# TASK BRIEF
Reproduce the data word for word, keeping every line complete.

# Saved entries

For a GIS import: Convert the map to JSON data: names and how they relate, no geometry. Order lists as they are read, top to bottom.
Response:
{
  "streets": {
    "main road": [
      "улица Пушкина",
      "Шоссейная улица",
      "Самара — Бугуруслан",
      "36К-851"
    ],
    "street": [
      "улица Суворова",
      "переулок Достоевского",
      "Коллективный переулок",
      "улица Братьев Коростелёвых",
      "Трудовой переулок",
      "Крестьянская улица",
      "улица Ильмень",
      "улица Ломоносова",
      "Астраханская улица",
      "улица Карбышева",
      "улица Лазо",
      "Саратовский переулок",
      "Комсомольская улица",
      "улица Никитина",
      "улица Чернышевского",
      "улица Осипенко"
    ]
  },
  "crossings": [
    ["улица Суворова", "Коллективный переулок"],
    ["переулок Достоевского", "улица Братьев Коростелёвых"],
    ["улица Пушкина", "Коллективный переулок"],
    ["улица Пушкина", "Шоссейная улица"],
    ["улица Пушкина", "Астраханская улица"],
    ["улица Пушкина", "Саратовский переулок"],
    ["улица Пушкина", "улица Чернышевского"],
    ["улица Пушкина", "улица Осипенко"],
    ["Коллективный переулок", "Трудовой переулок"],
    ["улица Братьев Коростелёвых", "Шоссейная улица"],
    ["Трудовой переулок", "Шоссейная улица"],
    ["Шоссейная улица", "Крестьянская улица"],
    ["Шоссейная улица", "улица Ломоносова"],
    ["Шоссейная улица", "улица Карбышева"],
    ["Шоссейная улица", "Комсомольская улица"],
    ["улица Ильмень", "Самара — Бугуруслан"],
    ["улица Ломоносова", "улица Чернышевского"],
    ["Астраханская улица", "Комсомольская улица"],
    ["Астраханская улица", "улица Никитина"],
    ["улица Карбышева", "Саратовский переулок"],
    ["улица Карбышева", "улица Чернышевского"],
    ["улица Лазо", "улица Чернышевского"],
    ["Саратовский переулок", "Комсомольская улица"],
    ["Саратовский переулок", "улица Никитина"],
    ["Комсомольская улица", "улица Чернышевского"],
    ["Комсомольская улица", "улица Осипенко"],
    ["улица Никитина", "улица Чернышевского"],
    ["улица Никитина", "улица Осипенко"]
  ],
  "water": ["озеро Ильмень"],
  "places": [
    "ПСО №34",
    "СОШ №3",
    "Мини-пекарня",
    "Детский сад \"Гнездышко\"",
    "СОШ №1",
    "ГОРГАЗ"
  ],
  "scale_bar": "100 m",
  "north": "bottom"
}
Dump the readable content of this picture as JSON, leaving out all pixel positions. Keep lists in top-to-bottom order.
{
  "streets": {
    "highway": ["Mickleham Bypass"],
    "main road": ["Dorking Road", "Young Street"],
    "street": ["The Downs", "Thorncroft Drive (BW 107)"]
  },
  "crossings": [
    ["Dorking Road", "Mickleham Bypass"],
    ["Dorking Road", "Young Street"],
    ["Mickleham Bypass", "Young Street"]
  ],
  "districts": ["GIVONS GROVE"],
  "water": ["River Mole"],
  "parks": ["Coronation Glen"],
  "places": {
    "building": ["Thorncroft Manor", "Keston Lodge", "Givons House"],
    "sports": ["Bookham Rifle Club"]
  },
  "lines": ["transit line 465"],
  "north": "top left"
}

# EXPECTED ANSWER
For a GIS import: Convert the map to JSON data: names and how they relate, no geometry. Order lists as they are read, top to bottom.
Response:
{
  "streets": {
    "main road": [
      "улица Пушкина",
      "Шоссейная улица",
      "Самара — Бугуруслан",
      "36К-851"
    ],
    "street": [
      "улица Суворова",
      "переулок Достоевского",
      "Коллективный переулок",
      "улица Братьев Коростелёвых",
      "Трудовой переулок",
      "Крестьянская улица",
      "улица Ильмень",
      "улица Ломоносова",
      "Астраханская улица",
      "улица Карбышева",
      "улица Лазо",
      "Саратовский переулок",
      "Комсомольская улица",
      "улица Никитина",
      "улица Чернышевского",
      "улица Осипенко"
    ]
  },
  "crossings": [
    ["улица Суворова", "Коллективный переулок"],
    ["переулок Достоевского", "улица Братьев Коростелёвых"],
    ["улица Пушкина", "Коллективный переулок"],
    ["улица Пушкина", "Шоссейная улица"],
    ["улица Пушкина", "Астраханская улица"],
    ["улица Пушкина", "Саратовский переулок"],
    ["улица Пушкина", "улица Чернышевского"],
    ["улица Пушкина", "улица Осипенко"],
    ["Коллективный переулок", "Трудовой переулок"],
    ["улица Братьев Коростелёвых", "Шоссейная улица"],
    ["Трудовой переулок", "Шоссейная улица"],
    ["Шоссейная улица", "Крестьянская улица"],
    ["Шоссейная улица", "улица Ломоносова"],
    ["Шоссейная улица", "улица Карбышева"],
    ["Шоссейная улица", "Комсомольская улица"],
    ["улица Ильмень", "Самара — Бугуруслан"],
    ["улица Ломоносова", "улица Чернышевского"],
    ["Астраханская улица", "Комсомольская улица"],
    ["Астраханская улица", "улица Никитина"],
    ["улица Карбышева", "Саратовский переулок"],
    ["улица Карбышева", "улица Чернышевского"],
    ["улица Лазо", "улица Чернышевского"],
    ["Саратовский переулок", "Комсомольская улица"],
    ["Саратовский переулок", "улица Никитина"],
    ["Комсомольская улица", "улица Чернышевского"],
    ["Комсомольская улица", "улица Осипенко"],
    ["улица Никитина", "улица Чернышевского"],
    ["улица Никитина", "улица Осипенко"]
  ],
  "water": ["озеро Ильмень"],
  "places": [
    "ПСО №34",
    "СОШ №3",
    "Мини-пекарня",
    "Детский сад \"Гнездышко\"",
    "СОШ №1",
    "ГОРГАЗ"
  ],
  "scale_bar": "100 m",
  "north": "bottom"
}
Dump the readable content of this picture as JSON, leaving out all pixel positions. Keep lists in top-to-bottom order.
{
  "streets": {
    "highway": ["Mickleham Bypass"],
    "main road": ["Dorking Road", "Young Street"],
    "street": ["The Downs", "Thorncroft Drive (BW 107)"]
  },
  "crossings": [
    ["Dorking Road", "Mickleham Bypass"],
    ["Dorking Road", "Young Street"],
    ["Mickleham Bypass", "Young Street"]
  ],
  "districts": ["GIVONS GROVE"],
  "water": ["River Mole"],
  "parks": ["Coronation Glen"],
  "places": {
    "building": ["Thorncroft Manor", "Keston Lodge", "Givons House"],
    "sports": ["Bookham Rifle Club"]
  },
  "lines": ["transit line 465"],
  "north": "top left"
}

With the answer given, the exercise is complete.